The replication slot created by a kafka-connector connector is filling up. I have a postgres RDS database on AWS. I put the following parameter group option on it (only showing the diff from default) rds.logical_replication: 1 I have kafka connect running with a debezium postgres connector. This is the config (with certain values redacted, of course) "database.dbname" = "mydb" "database.hostname" = "myhostname" "database.password" = "mypass" "database.port" = "myport" "database.server.name" = "postgres" "database.user" = "myuser" "database.whitelist" = "my_database" "include.schema.changes" = "false" "plugin.name" = "wal2json_streaming" "slot.name" = "my_slotname" "snapshot.mode" = "never" "table.whitelist" = "public.mytable" "tombstones.on.delete" = "false" "transforms" = "key" "transforms.key.field" = "id" "transforms.key.type" = "org.apache.kafka.connect.transforms.ExtractField$Key" If I get the status of this connector, it appears to be fine. curl -s http://my.kafkaconnect.url:kc_port/connectors/my-connector/status | jq { "name": "my-connector", "connector": { "state": "RUNNING", "worker_id": "some_ip" }, "tasks": [ { "id": 0, "state": "RUNNING", "worker_id": "some_ip" } ], "type": "source" } However, the replication slot in postgres keeps getting larger and larger: SELECT slot_name, pg_size_pretty(pg_wal_lsn_diff(pg_current_wal_lsn(), restart_lsn)) as replicationSlotLag, pg_size_pretty(pg_wal_lsn_diff(pg_current_wal_lsn(), confirmed_flush_lsn)) as confirmedLag, active FROM pg_replication_slots; slot_name | replicationslotlag | confirmedlag | active -------------------------------+--------------------+--------------+-------- my_slotname | 20 GB | 20 GB | t Why does replication keep growing? As I understand, the kafka connect connector task that is running should be reading from this replication slot, publishing it to the topic postgres. public.mytable, and then the replication slot should decrease in size. Am I missing something in this chain of actions?

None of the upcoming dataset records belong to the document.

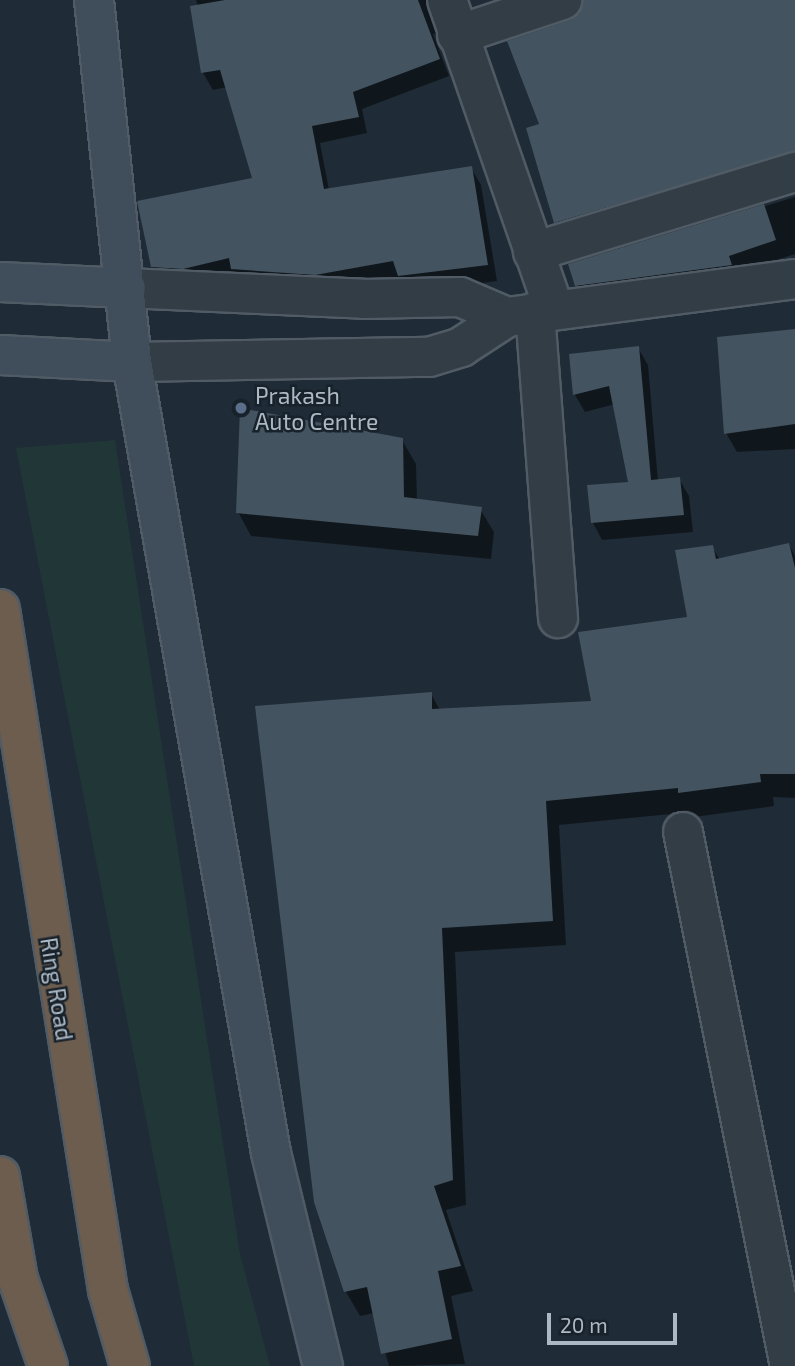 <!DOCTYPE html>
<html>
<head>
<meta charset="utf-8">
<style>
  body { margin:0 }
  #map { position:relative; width:795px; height:1366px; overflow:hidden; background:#1f2b36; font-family:"Exo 2",sans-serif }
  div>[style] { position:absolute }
  .green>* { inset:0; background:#213737 }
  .shadow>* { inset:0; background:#0007 }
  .building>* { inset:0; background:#445360 }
  .roads { filter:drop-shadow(2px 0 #505b65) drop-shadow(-2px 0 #505b65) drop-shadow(0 2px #505b65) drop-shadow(0 -2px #505b65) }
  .street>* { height:38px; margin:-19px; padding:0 19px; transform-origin:19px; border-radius:19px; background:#323d46 }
  .secondary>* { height:38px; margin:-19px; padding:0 19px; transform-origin:19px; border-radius:19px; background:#404d5a }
  .highway>* { height:38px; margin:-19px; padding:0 19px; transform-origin:19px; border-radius:19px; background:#6d5d4f }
  .dots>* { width:19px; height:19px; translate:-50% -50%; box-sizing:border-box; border:4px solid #18222b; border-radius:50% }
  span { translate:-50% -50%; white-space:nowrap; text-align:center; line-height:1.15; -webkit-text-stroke:5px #18222b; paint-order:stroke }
  .poi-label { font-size:23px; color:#acb8c4 }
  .left { translate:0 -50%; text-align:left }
  .street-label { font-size:23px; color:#acb8c4 }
  .scale { position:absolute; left:547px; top:1313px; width:130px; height:32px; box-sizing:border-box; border:4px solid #acb8c4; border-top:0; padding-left:9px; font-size:21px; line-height:24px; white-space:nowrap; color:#acb8c4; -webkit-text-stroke:5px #18222b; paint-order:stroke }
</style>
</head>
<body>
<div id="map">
  <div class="green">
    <div style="clip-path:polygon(115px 440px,240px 1254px,270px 1366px,194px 1366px,16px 448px)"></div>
  </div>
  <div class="shadow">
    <div style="clip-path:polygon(196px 0,447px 0,434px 13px,438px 33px,433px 34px,449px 76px,362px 109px,367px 133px,320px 143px,329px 190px,471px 168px,481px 185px,497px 281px,409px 293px,400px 277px,325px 291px,162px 284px,153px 267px,254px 180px,227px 87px,213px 90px,203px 73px,192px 7px,198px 6px)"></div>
    <div style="clip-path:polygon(585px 0,795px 0,795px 169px,566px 239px,556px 222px,541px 125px,571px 22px)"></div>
    <div style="clip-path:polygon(795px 197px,795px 254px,737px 273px,587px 302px,577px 285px,570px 265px)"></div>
    <div style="clip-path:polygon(795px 330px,795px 449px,737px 452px,726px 433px)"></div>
    <div style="clip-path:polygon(638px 348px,648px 365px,658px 481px,679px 479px,689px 496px,693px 532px,602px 540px,593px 523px,589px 487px,630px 483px,615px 404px,585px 412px,575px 395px,571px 355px)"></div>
    <div style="clip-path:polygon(402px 440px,416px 464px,417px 500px,480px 509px,494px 532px,491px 559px,251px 536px,238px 512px)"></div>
    <div style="clip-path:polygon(789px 545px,795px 556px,795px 798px,773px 797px,774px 806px,694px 817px,691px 812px,559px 825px,566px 945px,455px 952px,466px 1205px,446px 1210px,473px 1291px,451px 1296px,465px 1364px,389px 1366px,374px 1313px,360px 1316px,346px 1292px,431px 694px,440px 710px,594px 703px,689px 618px,712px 547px,720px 560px)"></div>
  </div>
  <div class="building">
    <div style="clip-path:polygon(225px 0,418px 0,440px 59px,353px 92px,359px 117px,312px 126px,324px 189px,472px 166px,488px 265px,398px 276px,393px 261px,315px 275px,231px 269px,229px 258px,183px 269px,151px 267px,137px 201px,252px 178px,220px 70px,201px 73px,190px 6px)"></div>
    <div style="clip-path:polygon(583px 0,795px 0,795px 151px,554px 223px,526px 128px,539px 124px,507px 41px,570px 20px,579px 14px)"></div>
    <div style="clip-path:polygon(764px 204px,776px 240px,729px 256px,732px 265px,575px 286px,568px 264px)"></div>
    <div style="clip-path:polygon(795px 329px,795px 424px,724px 434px,717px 337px)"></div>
    <div style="clip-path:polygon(639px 346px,651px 480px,680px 477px,684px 515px,591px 523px,587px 485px,628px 482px,609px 386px,573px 395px,569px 354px)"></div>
    <div style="clip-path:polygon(240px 408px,403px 438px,404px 497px,482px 507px,478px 536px,236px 513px)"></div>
    <div style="clip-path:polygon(789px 543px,795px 568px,795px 774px,760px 774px,761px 782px,678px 793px,678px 788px,546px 801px,553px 921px,442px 928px,453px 1180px,434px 1186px,461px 1266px,438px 1271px,452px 1339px,381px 1354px,367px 1287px,344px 1292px,314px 1202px,255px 706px,432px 692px,432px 709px,591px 701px,578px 632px,687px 617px,675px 550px,713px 545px,716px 559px)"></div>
  </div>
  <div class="roads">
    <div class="street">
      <div style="left:447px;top:0;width:327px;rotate:70.9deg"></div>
      <div style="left:457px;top:35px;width:111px;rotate:-18.4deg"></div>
      <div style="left:533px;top:252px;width:274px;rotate:-17deg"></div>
      <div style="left:126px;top:288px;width:238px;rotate:2.6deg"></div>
      <div style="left:364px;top:299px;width:96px;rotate:-1.2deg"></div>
      <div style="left:460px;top:297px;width:51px;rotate:23.1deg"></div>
      <div style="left:535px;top:312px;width:307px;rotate:85.7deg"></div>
      <div style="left:132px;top:362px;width:297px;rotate:-1deg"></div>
      <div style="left:429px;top:357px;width:34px;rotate:-17deg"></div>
      <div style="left:461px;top:347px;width:55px;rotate:-33.1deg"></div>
      <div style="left:507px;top:317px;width:290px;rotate:-7.5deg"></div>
      <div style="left:683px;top:832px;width:545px;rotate:78.67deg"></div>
    </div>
    <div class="secondary">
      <div style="left:94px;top:0;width:364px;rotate:84deg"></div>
      <div style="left:132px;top:362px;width:803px;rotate:80.03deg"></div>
      <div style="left:271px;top:1153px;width:219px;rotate:76.3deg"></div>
      <div style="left:0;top:282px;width:126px;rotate:2.7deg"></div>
      <div style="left:0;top:355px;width:132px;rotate:3deg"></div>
    </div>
    <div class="highway">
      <div style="left:0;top:609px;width:690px;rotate:80.99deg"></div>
      <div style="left:108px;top:1290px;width:79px;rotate:73.9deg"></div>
      <div style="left:0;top:1176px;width:105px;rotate:80.1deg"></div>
      <div style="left:18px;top:1279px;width:92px;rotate:71deg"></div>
    </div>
  </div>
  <div class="dots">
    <div style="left:241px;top:408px;background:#5c6f8a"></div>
  </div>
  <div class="poi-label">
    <span class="left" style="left:255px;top:408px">Prakash<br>Auto Centre</span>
  </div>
  <div class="street-label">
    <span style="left:57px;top:989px;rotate:81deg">Ring Road</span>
  </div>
  <div class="scale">20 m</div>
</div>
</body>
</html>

Please take a look at WAL Diskspace Consumption. The most common reason why the PostgreSQL WAL backlogs is because the connector is monitoring a database or a subset of tables from your database change much more infrequent compared to the other tables or databases in your environment and therefore the connector isn't acknowledging the LSNs frequent enough to avoid the WAL backlog. 对于 Debezium 1.0.x 及之前版本,启用heartbeat.interval.ms. 对于 Debezium 1.1.0 及之后的版本,还要考虑启用heartbeat.action.query。

发现这个Gunnar 提到这个的谷歌小组讨论- 核心心跳功能定期向心跳主题发送消息,允许确认已处理的 WAL 偏移量,以防仅发生过滤表中的事件(这是您观察到的)。心跳动作查询(需要表并包含在发布中)对于解决多个数据库的情况很有用,在这种情况下,连接器从一个数据库接收更改,否则没有/低流量,再次允许在这种情况下确认偏移量。 - 贡纳尔 在小组讨论中,他提到我们必须将此心跳表添加到发布中才能使此心跳查询起作用。这应该有所帮助。

我会将其标记为答案,因为它通常就是答案。对于 Debezium 1.0,心跳实际上并没有提交 LSN,因此复制滞后仍然增加。对于 1.1,查询会很好,但我们使用 ExtractField SMT,它与任何心跳都不兼容(因此它在 1.0 中也不起作用)。在此处跟踪issues.redhat.com/browse/DBZ-1909

链接文档中的重要信息:"For users on AWS RDS with Postgres, a similar situation to the third cause may occur on an idle environment, since AWS RDS makes writes to its own system tables not visible to the useres on a frequent basis (5 minutes). Again regularly emitting events will solve the problem."

您如何看待将设置max_slot_wal_keep_size作为预防措施?虽然在极端情况下这可能会导致 Debezium 的数据丢失,但它也确保 Debezium 无法关闭整个数据库!

编辑:更新:将心跳表添加到发布中。没有任何区别。这个问题仍然悬而未决。